Her father might have his garish red ties, but Ivanka Trump, a “woman who works” and one who has distanced herself from her eponymous fashion label and her role in the Trump family business to take up another one in the White House, hasn’t, according to some commentators, quite worked out what to wear. But then, perhaps more pertinently, her new role might be too vague to nail the dress code anyway.
Lizzie Crocker wrote recently in the Daily Beast of Ivanka’s choice of a dress with what looked like an exposed bra strap for Donald Trump’s first address to congress: “Now that she’s no longer selling that image [an extension of her clothing line brand], the new Ivanka seems to be struggling to find her sartorial stride in her role as unofficial adviser and advocate for women’s economic empowerment in the Trump administration.”
Meanwhile, fashion editor Jess Cartner Morley noted with horror that Ivanka was onto the mismatched statement earring trend, sporting a pair of Marni ones at a recent forum in Berlin with Angela Merkel and other female leaders. It was, wrote Cartner Morley, a cynical attempt for Ivanka – who now has security clearance in her new unpaid gig as the President’s “eyes and ears” – to show she’s just like us. That is, one supposes, susceptible to fashion trends and trying to impress in the workplace.
“[M]ore insidious … is that the Picasso-asymmetry of mismatched earrings suggests an independent-minded, creative-thinking outlook, an identity Ivanka Trump deliberately flirts with. We should all be scared of Ivanka’s earrings, because they represent what makes her the most terrifying of all the Trump circle, which is her Blade Runner-replicant-like ability to make you believe – just for a second – that she is a bit like us,” writes Cartner Morley.

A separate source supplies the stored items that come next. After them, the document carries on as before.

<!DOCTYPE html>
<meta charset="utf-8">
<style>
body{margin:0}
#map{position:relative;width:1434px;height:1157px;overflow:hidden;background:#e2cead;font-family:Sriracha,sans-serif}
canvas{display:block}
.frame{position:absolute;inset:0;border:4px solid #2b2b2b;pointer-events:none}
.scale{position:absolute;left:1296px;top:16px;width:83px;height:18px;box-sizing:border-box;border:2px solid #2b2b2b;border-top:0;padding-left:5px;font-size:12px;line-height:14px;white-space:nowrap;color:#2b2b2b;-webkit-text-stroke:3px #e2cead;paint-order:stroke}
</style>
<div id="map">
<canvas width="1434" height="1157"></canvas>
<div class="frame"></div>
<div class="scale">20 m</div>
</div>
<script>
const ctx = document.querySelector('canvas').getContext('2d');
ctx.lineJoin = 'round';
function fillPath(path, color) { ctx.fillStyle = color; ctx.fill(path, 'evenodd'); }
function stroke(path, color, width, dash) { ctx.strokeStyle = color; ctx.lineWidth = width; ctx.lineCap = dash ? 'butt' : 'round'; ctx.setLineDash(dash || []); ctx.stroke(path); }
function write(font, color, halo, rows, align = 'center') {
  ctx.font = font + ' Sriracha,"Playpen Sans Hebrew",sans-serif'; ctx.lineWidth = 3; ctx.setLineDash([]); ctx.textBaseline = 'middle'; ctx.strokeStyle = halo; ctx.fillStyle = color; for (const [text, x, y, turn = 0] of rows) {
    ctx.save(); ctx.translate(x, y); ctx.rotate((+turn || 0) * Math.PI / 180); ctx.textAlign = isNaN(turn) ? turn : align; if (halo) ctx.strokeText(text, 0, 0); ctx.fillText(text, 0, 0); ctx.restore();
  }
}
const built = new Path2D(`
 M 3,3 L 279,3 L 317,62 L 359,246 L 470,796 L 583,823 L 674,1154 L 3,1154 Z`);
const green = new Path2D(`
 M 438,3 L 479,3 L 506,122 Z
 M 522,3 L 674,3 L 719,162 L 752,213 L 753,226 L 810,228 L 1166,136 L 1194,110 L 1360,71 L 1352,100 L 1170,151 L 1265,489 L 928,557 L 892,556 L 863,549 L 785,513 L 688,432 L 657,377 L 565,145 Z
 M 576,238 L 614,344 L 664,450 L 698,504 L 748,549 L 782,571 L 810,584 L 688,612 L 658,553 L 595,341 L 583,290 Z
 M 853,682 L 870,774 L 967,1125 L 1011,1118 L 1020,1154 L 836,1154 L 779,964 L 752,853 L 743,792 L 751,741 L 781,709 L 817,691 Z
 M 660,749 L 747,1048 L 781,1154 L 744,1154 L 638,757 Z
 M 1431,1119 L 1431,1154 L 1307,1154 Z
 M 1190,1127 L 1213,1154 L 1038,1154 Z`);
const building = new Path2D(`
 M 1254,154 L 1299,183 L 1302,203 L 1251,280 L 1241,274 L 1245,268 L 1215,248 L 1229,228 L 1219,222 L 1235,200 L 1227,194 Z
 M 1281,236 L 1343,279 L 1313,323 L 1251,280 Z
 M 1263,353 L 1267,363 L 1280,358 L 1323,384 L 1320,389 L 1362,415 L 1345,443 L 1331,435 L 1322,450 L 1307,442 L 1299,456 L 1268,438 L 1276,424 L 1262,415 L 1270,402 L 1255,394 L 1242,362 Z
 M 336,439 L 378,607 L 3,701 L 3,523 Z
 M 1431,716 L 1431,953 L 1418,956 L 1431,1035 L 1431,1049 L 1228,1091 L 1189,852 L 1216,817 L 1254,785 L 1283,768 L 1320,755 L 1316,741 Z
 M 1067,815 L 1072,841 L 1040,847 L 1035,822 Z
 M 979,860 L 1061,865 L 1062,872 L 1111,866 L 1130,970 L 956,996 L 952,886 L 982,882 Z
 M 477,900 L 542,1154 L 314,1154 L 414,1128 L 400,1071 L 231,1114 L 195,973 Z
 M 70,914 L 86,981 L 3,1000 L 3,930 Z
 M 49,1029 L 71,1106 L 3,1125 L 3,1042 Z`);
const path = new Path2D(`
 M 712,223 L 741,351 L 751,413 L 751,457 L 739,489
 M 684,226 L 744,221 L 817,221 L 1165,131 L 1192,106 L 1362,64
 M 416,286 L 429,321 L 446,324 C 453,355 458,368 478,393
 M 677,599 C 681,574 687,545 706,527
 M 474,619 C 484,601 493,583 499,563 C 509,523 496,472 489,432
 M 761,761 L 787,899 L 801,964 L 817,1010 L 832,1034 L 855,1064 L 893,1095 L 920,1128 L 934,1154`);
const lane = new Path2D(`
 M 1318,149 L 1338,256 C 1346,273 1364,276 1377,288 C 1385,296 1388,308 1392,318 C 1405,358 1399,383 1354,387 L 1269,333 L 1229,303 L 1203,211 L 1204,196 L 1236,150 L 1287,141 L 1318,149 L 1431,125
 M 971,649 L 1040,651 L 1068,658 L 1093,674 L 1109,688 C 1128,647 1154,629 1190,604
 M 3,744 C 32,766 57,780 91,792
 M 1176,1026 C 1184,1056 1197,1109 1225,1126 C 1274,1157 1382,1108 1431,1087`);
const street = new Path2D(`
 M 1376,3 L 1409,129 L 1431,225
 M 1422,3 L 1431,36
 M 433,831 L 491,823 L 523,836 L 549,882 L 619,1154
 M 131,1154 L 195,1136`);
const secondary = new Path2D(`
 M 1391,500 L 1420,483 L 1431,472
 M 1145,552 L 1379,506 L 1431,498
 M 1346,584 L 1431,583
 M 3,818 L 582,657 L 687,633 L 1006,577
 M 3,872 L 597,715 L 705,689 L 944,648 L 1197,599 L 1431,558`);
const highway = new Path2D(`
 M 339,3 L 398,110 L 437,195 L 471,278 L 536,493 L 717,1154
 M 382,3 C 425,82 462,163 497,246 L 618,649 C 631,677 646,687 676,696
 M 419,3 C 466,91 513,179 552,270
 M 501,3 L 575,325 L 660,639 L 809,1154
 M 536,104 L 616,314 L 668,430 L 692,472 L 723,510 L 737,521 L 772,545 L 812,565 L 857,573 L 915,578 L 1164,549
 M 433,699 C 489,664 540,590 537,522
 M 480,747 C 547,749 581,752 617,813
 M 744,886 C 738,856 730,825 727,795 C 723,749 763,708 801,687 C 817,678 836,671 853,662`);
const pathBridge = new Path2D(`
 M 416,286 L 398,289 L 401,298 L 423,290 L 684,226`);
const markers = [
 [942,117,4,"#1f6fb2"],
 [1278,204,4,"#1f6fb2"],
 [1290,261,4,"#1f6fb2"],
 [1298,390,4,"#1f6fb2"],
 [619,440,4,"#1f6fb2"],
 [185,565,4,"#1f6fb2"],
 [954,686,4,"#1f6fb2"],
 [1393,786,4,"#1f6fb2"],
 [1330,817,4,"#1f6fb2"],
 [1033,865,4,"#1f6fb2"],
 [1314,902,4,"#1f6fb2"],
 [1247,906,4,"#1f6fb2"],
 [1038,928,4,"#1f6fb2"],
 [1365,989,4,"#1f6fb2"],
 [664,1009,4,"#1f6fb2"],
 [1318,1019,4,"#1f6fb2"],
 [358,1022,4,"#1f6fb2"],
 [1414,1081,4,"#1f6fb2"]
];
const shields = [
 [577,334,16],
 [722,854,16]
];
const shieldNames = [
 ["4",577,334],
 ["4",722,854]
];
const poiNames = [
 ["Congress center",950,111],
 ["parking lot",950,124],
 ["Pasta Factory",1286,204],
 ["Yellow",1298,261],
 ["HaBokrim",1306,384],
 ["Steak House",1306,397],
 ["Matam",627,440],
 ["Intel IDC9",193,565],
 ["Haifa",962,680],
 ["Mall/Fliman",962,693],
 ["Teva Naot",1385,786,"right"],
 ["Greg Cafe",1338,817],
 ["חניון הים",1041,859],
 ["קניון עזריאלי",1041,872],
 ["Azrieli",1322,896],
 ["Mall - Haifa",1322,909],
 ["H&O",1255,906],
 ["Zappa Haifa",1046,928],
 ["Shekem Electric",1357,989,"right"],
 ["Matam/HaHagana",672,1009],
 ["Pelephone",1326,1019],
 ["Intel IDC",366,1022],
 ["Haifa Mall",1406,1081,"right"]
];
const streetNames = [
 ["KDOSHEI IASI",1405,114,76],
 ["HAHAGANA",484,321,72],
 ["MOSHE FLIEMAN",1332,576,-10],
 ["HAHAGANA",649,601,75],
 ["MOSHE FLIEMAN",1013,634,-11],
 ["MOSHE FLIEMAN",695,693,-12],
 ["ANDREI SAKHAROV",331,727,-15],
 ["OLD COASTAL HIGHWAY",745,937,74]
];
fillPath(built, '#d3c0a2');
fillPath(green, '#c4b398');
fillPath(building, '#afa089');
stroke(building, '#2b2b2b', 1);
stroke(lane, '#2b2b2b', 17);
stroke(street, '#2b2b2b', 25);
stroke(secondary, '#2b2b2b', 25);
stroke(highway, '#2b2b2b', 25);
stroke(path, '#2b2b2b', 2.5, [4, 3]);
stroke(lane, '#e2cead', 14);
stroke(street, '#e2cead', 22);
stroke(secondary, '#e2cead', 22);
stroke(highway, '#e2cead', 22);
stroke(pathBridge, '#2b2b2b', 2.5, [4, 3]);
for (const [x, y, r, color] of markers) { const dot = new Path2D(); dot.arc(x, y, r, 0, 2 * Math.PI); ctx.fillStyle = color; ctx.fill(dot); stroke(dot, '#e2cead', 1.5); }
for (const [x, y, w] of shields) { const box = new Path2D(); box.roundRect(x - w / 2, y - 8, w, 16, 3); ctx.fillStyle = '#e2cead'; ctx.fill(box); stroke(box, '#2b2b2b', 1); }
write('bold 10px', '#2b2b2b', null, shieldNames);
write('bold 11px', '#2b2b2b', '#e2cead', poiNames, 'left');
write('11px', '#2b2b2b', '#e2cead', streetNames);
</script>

It used to be an easier sell.
The Ivanka Trump fashion range, entirely inoffensive, mid-priced pieces aimed at busy working women, was reported last year to have made US$100 million in apparel sales in the precious fiscal year. The appeal, apart from the accessible price points and some fairly cute pieces, is that the clothes are packaged up on a pastel-hued website that also offers advice for women in the workplace, interiors inspiration and “wise words,” i.e., faintly naff empowering quotes. Her new self-help book, Women Who Work, reportedly mostly written before Trump became president, is an extension of this positioning. The book, it must be said, has had some scathing reviews. The profits from the book, it must also be said, Ivanka is donating.
It’s less about buying a new top and more buying into a brand. A brand that Ivanka often wears herself and one that she once embodied – glamorous yet paradoxically, relatable. And it’s raised questions of ethics around profiting from the presidency. Something that Ivanka’s range of fine jewellery, to be discontinued, brought sharply into focus when a “style alert” was sent out to the press for the $14,700 bracelet from her range that Ivanka wore for an interview on 60 Minutes. Criticisms of Ivanka’s role in the White House have also included nepotism.
This backlash has dogged Ivanka’s transition to her role in the White House. Sales for her merchandise, however, remain solid.
As part of attempts to distance herself from her brand, Ivanka transferred its assets to a trust controlled by relatives of her husband. She’s also opted to “voluntarily” comply with ethics obligations as part of her new gig.
But is it little wonder that Ivanka might be unsure how to get dressed in the morning? Not only does she need to be glamorous, her default position, but also taken seriously (yes you can be both, no it’s not always easy).
Of course Ivanka isn’t the only woman in the public eye who’s been criticised for her wardrobe. Hillary Clinton couldn’t win – shamed for being too frumpy, and for trying too hard – before finally, famously, settling on the pantsuit as her signature style, a look that neither attracts or detracts. In doing so she joined countless other “women who work” in establishing a “uniform”, or signature style for the office – one that makes life a little easier. Because the truth is, it matters what you wear. For better or worse, clothes can say something about who you are and what you stand for.
This matters for Ivanka, as a woman who works, and a woman who works for her father. To close read Ivanka’s wardrobe choices, veering from a choker one day to a sensible knee-length skirt the next, it may be that she is not so much experimenting with her style. Instead, it highlights the grey area between brand Ivanka, purveyor of sensible neutral-hued workwear separates and writer of mantra-filled self-help books, and Ivanka, the woman attending forums wearing mismatched earrings with Angela Merkel.
There’s Ivanka,the woman who buys into fashion trends, and the woman who’s standing behind her father. A man, it must be said, with absolutely no style at all.